The Clinic fundamentally instructs students on how to handle complex cases at a high level of professionalism, but the clinic’s cases are about people who often couldn’t afford legal help elsewhere.
Though a long-running suit over a 30-year-old landfill built next to a historically African-American community addressed state regulations, permitting and zoning, the case ultimately was about the impact on health and welfare of residents. Under a settlement negotiated in 2017 by the clinic, the landfill operations are now prohibited within 300 feet of the community, instead of the 50 feet allowed under state law.
Pfotenhauer said her perspective on a case involving the U.S. Army’s plan to remove hundreds of horses roaming the Fort Polk, La., training area changed after she visited a client, a retired state trooper who opposes the removal as another blow to the fading cultural heritage of Peason Ridge, where his ancestors lived and farmed.
“I learned there was no substitute for going to see my clients face-to-face, and walk around the area that we were suing about,” she said. “It gave me a much better understanding of the things, especially the land that I was writing about, and of what their claims on an emotional level were about for them.
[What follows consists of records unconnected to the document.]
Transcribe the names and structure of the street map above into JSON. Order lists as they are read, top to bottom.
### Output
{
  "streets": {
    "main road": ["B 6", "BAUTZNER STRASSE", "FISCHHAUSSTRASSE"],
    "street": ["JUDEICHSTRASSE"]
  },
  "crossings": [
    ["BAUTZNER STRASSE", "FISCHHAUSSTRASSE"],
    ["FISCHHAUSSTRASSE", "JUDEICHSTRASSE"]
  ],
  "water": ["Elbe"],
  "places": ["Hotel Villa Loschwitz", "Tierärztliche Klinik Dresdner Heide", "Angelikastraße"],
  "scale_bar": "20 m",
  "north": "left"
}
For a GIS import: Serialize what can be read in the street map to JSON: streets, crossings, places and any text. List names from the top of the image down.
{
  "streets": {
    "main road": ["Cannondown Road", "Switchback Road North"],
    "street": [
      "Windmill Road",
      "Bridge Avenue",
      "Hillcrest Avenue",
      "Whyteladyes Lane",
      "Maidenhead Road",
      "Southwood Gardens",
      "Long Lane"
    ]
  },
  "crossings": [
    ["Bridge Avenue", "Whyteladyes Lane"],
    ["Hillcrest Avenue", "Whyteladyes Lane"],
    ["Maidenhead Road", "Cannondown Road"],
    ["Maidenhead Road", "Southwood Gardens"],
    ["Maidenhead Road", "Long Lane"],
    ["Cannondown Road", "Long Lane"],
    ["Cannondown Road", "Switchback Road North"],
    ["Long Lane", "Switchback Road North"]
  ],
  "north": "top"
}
That, in turn, helped me understand what outcomes we should be seeking and how to approach the claims.”
Jordan said the client connection is the heart of the Tulane Environmental Law Clinic experience.
“To effectively advocate for their clients, our students need to get out of the office and into the communities,” said Jordan.
“They need to understand the clients’ experiences and see the problems from various perspectives. To that end, students have toured the swamps of the Atchafalaya Basin, flown over the Mississippi River to see the extent of pollution from a coal terminal and traveled off-road with a longtime resident of Crossett, Arkansas, to investigate the effects of daily paper mill discharges on a local creek. The best legal work begins with a solid factual grounding,” she said.
Clients demonstrate the clinic’s value to them in any number of ways, including recognizing the clinic with community awards, attending students’ graduation ceremonies, and perhaps most unusually, watching what the attorneys eat. One client over a meal took the salt away from clinic attorney Van Dalen recently, stating, “I need you to be around forever.”